Due to the proximity of tomcod to the shorelines of their habitat, they can contain more pollutant than other cod species. Therefore, cooks should source Atlantic tomcod from clean and cold water, and they are best prepared in moderation. Additionally, the short fishing season and small size of the tomcod species give the fish an old-fashioned quality.
Knowing the differences among cod species is helpful for cooks of all skill level. Species with firm textures, like Pacific cod and pollock, are best used in deep-frying or grilling. Meanwhile, species that are more tender, like sablefish, are best prepared in ways that emphasize tenderness, such as in chowders or poached fillet.
Additionally, cooks can use the price of the fish to gain an understanding of the availability of the species, as well as to decide how the fish should be prepared. For instance, if a cook is preparing a meal for a group of young children, a species like pollock may be chosen due to its mild flavor. On the other hand, if preparing a meal for a holiday dinner, sablefish may be chosen and prepared due to its luxurious nature.

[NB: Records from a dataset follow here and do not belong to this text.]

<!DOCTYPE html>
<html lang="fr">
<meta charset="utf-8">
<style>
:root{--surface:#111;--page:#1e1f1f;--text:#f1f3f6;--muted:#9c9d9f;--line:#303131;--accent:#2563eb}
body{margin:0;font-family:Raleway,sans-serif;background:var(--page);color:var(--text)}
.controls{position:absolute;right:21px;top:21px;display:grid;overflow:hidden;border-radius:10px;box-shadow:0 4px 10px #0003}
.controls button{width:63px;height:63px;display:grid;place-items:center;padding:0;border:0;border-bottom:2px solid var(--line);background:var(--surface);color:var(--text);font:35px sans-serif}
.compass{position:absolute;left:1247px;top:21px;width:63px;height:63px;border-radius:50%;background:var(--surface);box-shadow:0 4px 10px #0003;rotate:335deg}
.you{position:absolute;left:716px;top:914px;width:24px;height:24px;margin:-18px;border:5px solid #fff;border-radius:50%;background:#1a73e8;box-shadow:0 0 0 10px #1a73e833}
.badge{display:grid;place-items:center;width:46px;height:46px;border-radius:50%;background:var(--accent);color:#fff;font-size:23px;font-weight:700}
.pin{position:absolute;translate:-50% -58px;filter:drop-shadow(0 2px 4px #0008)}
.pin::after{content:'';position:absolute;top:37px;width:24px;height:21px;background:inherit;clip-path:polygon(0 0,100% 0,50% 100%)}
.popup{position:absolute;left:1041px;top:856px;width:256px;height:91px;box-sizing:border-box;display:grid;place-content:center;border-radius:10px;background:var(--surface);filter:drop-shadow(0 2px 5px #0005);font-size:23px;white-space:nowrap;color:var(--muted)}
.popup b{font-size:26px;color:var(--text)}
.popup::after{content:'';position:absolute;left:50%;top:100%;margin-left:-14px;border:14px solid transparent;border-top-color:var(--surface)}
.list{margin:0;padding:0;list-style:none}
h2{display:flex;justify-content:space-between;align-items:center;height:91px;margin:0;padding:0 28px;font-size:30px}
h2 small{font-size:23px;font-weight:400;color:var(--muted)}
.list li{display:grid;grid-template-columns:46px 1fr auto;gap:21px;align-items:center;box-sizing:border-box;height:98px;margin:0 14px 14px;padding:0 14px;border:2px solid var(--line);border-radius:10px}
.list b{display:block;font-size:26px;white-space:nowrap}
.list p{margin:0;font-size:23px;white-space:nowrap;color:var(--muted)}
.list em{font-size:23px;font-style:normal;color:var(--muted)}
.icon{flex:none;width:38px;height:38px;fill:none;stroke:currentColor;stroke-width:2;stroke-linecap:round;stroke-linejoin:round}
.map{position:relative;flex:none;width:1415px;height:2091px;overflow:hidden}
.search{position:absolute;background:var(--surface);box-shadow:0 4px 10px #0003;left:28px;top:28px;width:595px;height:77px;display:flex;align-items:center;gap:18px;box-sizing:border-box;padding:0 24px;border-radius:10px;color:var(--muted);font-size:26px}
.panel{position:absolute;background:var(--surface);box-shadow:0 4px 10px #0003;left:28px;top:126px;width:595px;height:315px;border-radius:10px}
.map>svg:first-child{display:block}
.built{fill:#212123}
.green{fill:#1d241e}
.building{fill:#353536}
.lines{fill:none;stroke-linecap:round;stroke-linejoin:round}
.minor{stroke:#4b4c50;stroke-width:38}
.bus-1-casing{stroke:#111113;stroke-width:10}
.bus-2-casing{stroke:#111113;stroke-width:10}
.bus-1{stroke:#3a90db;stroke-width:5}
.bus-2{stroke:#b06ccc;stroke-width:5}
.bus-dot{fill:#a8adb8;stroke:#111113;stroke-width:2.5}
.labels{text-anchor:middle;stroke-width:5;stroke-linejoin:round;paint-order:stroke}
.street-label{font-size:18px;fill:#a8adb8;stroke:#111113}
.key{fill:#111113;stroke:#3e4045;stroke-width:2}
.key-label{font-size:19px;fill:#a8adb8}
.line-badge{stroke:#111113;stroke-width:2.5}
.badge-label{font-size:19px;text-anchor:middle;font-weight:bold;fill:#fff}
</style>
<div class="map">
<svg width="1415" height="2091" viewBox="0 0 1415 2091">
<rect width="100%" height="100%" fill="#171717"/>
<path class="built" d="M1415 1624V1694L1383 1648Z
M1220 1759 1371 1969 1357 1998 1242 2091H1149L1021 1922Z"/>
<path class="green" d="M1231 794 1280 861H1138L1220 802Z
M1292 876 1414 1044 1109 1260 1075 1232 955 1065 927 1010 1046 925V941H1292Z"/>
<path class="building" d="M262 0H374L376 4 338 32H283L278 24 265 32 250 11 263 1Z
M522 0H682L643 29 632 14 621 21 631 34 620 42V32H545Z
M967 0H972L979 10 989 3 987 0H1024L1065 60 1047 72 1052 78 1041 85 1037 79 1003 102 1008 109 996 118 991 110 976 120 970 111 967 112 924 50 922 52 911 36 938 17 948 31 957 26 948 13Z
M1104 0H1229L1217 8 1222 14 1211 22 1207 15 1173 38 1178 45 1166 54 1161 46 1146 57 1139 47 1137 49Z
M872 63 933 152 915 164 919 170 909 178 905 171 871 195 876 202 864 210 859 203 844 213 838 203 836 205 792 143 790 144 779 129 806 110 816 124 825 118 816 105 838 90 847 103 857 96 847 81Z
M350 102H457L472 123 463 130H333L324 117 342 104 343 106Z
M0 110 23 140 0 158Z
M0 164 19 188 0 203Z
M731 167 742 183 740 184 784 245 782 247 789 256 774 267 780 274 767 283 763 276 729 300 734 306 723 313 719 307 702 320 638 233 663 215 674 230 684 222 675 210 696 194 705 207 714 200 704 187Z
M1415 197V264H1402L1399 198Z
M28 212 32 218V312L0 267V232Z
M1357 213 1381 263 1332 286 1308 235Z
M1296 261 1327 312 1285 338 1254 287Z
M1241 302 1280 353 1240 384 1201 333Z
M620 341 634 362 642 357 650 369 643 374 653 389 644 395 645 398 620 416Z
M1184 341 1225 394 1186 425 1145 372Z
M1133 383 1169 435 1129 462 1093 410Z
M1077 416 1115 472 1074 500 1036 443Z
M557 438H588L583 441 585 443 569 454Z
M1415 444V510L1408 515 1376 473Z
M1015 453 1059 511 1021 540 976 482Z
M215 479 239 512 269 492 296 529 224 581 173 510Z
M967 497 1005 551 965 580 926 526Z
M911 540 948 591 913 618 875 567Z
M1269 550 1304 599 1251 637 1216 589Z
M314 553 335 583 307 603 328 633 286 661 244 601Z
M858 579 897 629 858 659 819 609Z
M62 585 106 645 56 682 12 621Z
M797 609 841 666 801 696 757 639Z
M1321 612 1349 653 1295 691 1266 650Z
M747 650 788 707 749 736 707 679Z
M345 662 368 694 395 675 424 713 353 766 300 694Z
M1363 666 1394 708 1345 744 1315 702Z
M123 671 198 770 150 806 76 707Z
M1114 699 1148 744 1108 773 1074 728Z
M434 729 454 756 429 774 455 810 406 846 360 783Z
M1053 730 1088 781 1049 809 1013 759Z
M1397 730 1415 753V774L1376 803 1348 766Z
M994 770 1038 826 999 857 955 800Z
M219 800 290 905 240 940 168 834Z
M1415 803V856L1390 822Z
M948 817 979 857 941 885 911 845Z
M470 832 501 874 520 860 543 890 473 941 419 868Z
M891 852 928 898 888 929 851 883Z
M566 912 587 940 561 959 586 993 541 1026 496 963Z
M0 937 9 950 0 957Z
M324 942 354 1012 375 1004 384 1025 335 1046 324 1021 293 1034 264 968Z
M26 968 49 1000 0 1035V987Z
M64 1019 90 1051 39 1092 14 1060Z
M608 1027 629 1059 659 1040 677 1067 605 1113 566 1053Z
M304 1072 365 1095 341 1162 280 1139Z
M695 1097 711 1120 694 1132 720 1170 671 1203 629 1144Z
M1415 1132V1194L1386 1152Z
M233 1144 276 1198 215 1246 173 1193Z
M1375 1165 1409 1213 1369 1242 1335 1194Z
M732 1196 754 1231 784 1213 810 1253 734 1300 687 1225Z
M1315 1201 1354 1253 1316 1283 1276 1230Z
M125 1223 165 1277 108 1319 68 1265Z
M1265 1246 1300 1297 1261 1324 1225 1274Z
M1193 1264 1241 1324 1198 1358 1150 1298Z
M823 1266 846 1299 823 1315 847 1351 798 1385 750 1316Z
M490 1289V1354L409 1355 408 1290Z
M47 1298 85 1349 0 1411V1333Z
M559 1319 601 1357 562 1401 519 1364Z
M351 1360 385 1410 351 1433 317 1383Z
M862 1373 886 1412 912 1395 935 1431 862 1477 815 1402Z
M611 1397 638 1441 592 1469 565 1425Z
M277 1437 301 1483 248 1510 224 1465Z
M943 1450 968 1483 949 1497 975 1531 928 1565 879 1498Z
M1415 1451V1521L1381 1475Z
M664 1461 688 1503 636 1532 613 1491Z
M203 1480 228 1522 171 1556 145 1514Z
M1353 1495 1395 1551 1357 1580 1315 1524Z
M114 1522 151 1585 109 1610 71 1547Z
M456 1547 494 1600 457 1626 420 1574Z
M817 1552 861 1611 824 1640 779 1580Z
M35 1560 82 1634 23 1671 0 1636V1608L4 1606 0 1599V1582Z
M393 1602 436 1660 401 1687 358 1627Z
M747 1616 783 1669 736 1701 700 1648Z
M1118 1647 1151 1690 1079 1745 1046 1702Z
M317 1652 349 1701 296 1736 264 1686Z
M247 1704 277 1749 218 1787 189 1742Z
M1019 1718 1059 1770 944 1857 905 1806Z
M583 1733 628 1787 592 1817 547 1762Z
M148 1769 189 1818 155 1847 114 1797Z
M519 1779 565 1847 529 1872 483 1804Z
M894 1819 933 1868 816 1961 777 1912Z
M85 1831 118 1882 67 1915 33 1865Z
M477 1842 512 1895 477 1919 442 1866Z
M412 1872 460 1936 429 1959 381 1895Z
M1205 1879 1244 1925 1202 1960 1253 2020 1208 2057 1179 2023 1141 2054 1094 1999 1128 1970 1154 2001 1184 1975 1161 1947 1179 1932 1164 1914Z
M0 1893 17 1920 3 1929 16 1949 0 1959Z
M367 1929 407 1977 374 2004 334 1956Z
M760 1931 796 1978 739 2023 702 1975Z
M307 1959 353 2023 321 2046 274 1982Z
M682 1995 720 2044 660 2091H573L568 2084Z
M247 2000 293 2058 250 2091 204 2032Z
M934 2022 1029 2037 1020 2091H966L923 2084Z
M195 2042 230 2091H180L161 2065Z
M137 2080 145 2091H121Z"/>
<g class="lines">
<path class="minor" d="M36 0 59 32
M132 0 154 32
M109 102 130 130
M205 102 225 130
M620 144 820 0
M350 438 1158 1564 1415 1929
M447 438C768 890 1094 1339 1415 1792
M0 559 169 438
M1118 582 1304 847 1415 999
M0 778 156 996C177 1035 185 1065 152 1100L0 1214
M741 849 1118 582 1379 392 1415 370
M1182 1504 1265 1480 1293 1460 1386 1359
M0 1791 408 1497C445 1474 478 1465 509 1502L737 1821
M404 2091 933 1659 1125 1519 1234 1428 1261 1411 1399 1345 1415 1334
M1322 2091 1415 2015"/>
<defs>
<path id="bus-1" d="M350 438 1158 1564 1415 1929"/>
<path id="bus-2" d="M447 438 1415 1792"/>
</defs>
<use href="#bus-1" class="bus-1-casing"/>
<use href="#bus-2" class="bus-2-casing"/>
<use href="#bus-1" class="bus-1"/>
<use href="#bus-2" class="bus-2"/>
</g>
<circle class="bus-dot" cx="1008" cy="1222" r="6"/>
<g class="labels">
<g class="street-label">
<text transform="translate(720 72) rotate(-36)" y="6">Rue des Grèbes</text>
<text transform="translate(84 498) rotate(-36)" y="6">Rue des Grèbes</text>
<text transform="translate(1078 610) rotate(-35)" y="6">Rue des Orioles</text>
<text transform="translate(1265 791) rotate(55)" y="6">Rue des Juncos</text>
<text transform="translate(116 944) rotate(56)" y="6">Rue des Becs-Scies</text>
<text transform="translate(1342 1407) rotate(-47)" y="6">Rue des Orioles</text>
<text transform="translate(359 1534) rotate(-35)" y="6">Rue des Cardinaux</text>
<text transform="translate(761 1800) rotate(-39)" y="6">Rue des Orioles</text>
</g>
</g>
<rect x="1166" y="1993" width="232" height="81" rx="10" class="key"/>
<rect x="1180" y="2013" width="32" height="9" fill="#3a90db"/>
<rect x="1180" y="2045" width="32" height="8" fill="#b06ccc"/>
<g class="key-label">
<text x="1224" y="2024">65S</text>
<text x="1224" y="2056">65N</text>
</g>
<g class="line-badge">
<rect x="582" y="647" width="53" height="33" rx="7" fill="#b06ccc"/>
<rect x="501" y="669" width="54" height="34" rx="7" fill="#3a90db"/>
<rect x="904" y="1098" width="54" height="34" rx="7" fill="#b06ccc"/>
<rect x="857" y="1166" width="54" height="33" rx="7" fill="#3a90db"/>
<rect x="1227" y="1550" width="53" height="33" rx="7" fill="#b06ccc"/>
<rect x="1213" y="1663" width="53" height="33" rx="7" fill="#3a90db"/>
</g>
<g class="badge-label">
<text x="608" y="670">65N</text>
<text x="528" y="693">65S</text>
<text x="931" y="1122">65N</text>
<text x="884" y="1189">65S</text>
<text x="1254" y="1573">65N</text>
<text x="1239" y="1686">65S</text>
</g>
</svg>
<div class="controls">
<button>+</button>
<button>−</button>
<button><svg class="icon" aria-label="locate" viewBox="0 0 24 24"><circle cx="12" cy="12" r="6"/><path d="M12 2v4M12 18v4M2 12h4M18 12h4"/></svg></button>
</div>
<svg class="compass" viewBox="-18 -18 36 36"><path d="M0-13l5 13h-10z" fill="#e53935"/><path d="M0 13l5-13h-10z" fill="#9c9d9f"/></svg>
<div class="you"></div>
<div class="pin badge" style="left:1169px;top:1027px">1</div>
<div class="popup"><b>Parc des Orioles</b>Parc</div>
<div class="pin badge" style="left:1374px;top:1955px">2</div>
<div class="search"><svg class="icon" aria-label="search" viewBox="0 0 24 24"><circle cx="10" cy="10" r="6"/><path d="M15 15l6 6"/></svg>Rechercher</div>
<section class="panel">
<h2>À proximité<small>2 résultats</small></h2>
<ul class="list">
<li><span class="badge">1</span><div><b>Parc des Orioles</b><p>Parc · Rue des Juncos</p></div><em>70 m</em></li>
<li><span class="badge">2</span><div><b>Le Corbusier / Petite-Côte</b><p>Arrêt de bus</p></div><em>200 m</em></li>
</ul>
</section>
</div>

By understanding the different cod species, cooks can better prepare the fish to extract the most flavor, texture, and satisfaction from each catch of the day. Additionally, knowing how each species best reacts to the kitchen can help cooks of all experience levels to better prepare fish in the same way that a chef would prepare a potato for mashing, roasting, or frying. When cooks know the best method for preparing each type of cod, they will have a better understanding of the differences among each species.
Additionally, cooks will have a better understanding of which species may be best sourced from which location. Therefore, the next time a cook sees a fillet of white fish on the seafood display, they should ask for the real name of that cod species. This could help the cook prepare the fish in a way that enhances the flavor and texture of the fish, it could help them shop for the species that best match the meal they are preparing, and it could help them show appreciation for the cod species and where they come from.
There are many cod species, and there are many benefits to each of them, so the cod family still has plenty to offer those who cook with them.